[Given data — start]

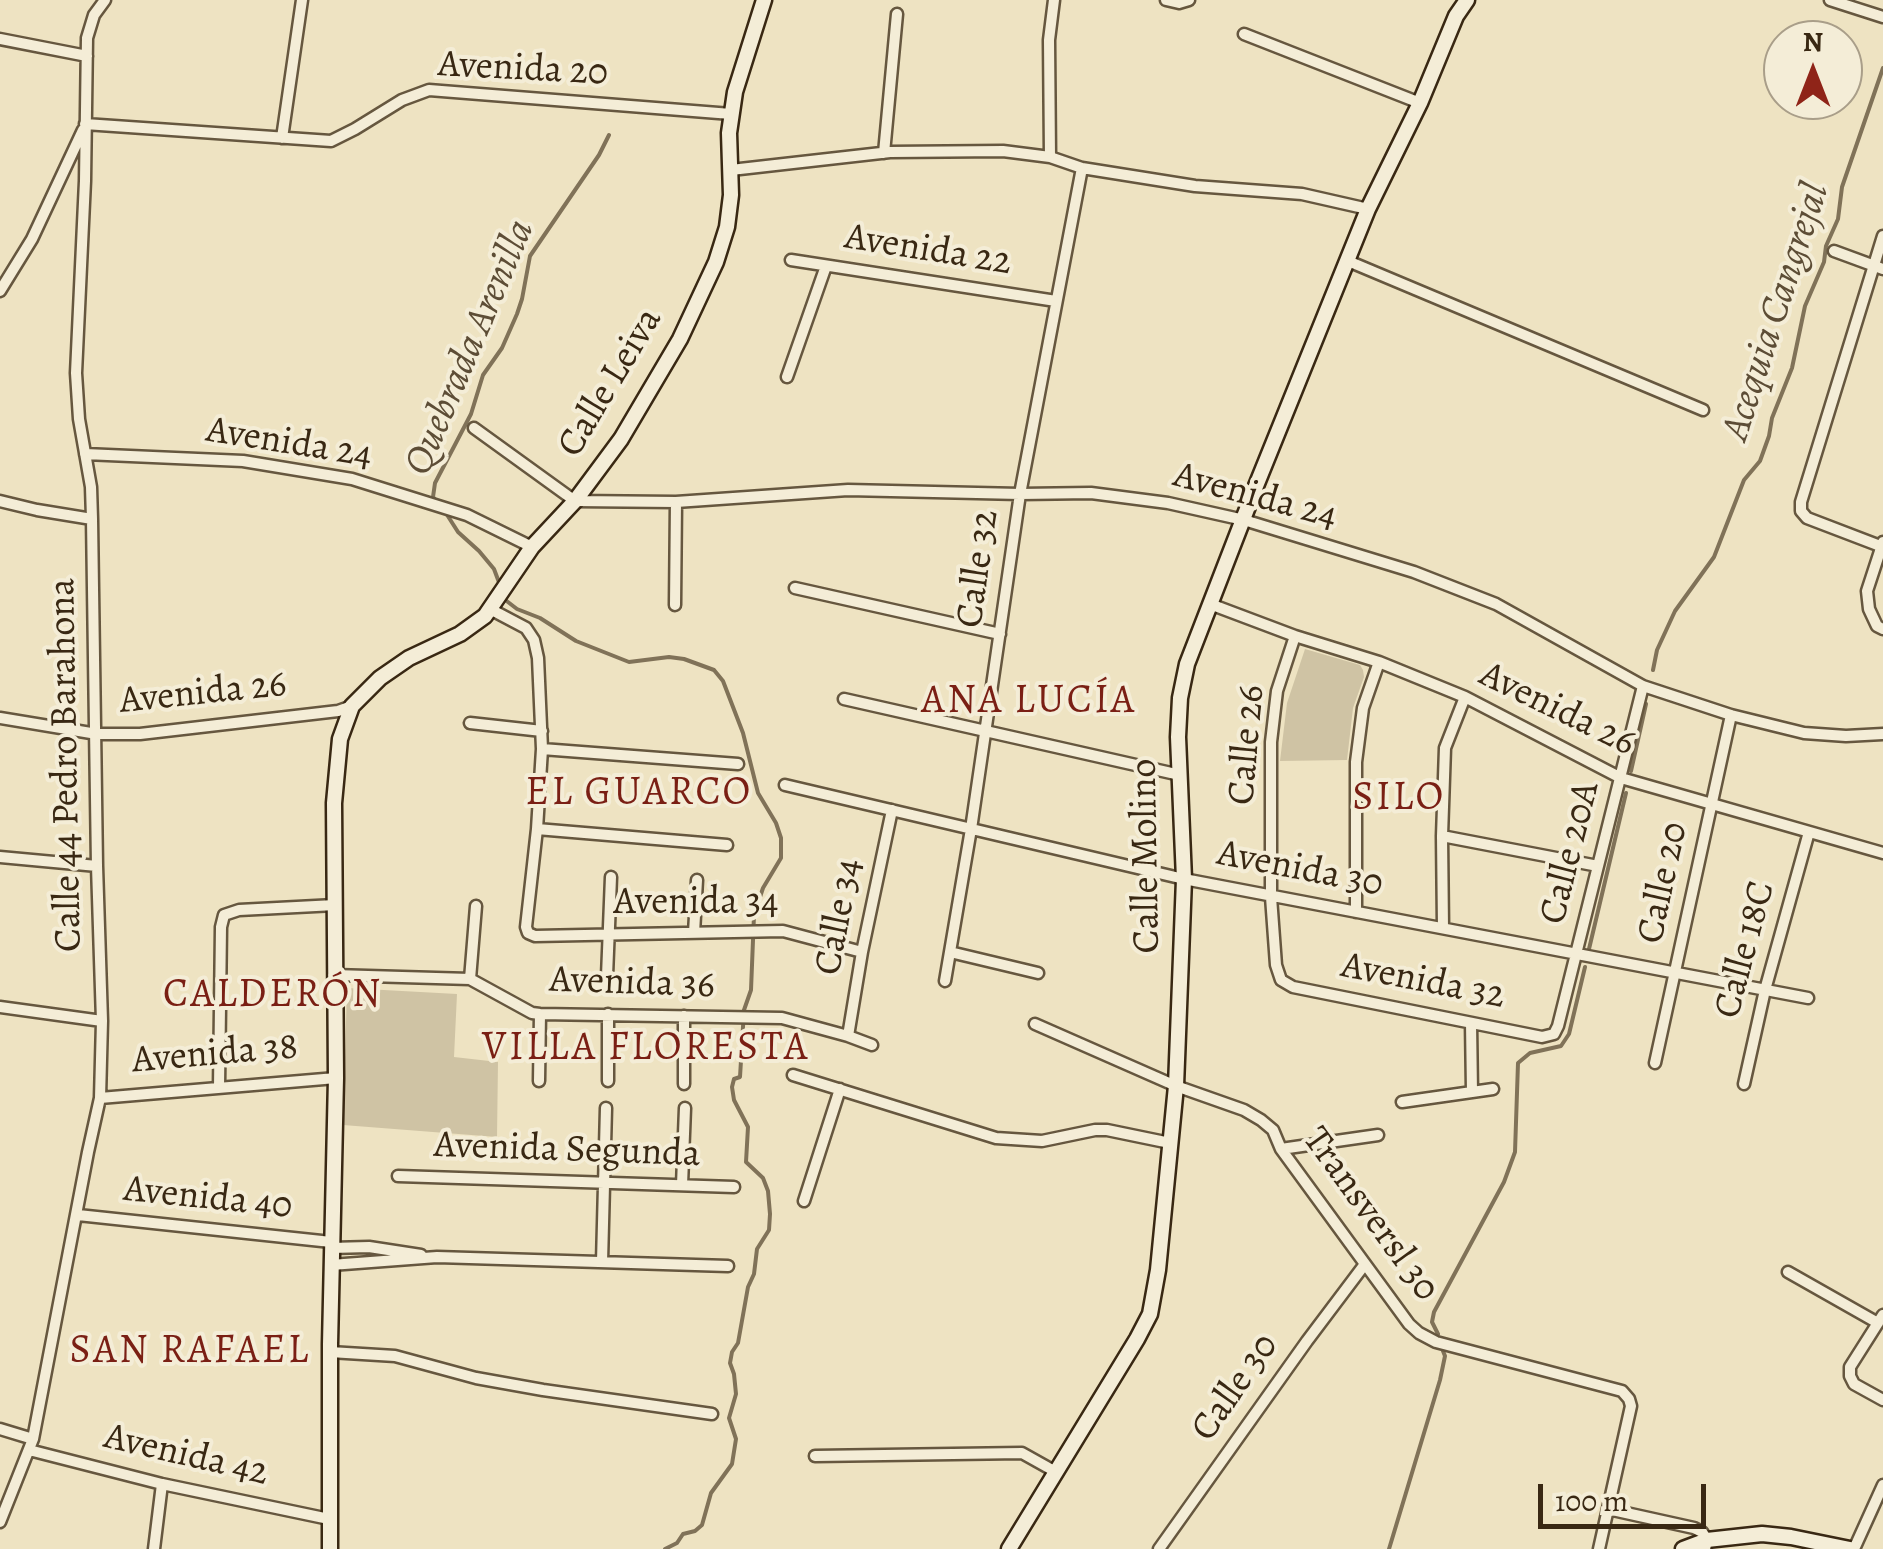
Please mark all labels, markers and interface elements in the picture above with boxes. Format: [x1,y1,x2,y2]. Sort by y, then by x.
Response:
north arrow [1763,20,1863,120]
text: N [1803,23,1823,61]
street label: Avenida 20 [437,43,609,97]
water label: Acequia Cangrejal [1713,177,1841,447]
water label: Quebrada Arenilla [396,213,546,483]
street label: Avenida 22 [841,215,1015,287]
street label: Calle Leiva [549,300,673,466]
street label: Avenida 24 [203,408,375,480]
street label: Avenida 24 [1168,453,1342,541]
street label: Calle 32 [948,507,1010,631]
street label: Calle 44 Pedro Barahona [41,578,93,952]
street label: Avenida 26 [1472,653,1642,767]
street label: Avenida 26 [117,663,289,725]
district label: ANA LUCÍA [921,678,1137,726]
street label: Calle 26 [1220,683,1276,807]
street label: Calle Molino [1123,758,1171,954]
district label: EL GUARCO [525,770,753,818]
district label: SILO [1352,775,1446,823]
street label: Calle 20A [1531,777,1611,929]
street label: Calle 20 [1629,818,1699,948]
street label: Avenida 30 [1213,832,1387,908]
street label: Calle 34 [806,855,874,979]
street label: Calle 18C [1706,877,1786,1023]
street label: Avenida 34 [614,881,778,927]
street label: Avenida 32 [1337,944,1509,1020]
street label: Avenida 36 [549,958,715,1010]
district label: CALDERÓN [163,972,383,1020]
street label: Avenida 38 [130,1025,300,1085]
district label: VILLA FLORESTA [482,1025,810,1073]
street label: Transversl 30 [1292,1119,1448,1311]
street label: Avenida Segunda [433,1124,701,1178]
street label: Avenida 40 [121,1167,295,1231]
street label: Calle 30 [1183,1326,1289,1450]
district label: SAN RAFAEL [69,1328,311,1376]
street label: Avenida 42 [99,1415,273,1497]
scale bar [1543,1464,1710,1526]
text: 100 m [1555,1481,1628,1521]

[Given data — finish]

◆ Requirement:
Make a verbatim copy of all the entries and strip out the pictures.

◆ Output for this exercise:
Please mark all labels, markers and interface elements in the picture above with boxes. Format: [x1,y1,x2,y2]. Sort by y, then by x.
Response:
north arrow [1763,20,1863,120]
text: N [1803,23,1823,61]
street label: Avenida 20 [437,43,609,97]
water label: Acequia Cangrejal [1713,177,1841,447]
water label: Quebrada Arenilla [396,213,546,483]
street label: Avenida 22 [841,215,1015,287]
street label: Calle Leiva [549,300,673,466]
street label: Avenida 24 [203,408,375,480]
street label: Avenida 24 [1168,453,1342,541]
street label: Calle 32 [948,507,1010,631]
street label: Calle 44 Pedro Barahona [41,578,93,952]
street label: Avenida 26 [1472,653,1642,767]
street label: Avenida 26 [117,663,289,725]
district label: ANA LUCÍA [921,678,1137,726]
street label: Calle 26 [1220,683,1276,807]
street label: Calle Molino [1123,758,1171,954]
district label: EL GUARCO [525,770,753,818]
district label: SILO [1352,775,1446,823]
street label: Calle 20A [1531,777,1611,929]
street label: Calle 20 [1629,818,1699,948]
street label: Avenida 30 [1213,832,1387,908]
street label: Calle 34 [806,855,874,979]
street label: Calle 18C [1706,877,1786,1023]
street label: Avenida 34 [614,881,778,927]
street label: Avenida 32 [1337,944,1509,1020]
street label: Avenida 36 [549,958,715,1010]
district label: CALDERÓN [163,972,383,1020]
street label: Avenida 38 [130,1025,300,1085]
district label: VILLA FLORESTA [482,1025,810,1073]
street label: Transversl 30 [1292,1119,1448,1311]
street label: Avenida Segunda [433,1124,701,1178]
street label: Avenida 40 [121,1167,295,1231]
street label: Calle 30 [1183,1326,1289,1450]
district label: SAN RAFAEL [69,1328,311,1376]
street label: Avenida 42 [99,1415,273,1497]
scale bar [1543,1464,1710,1526]
text: 100 m [1555,1481,1628,1521]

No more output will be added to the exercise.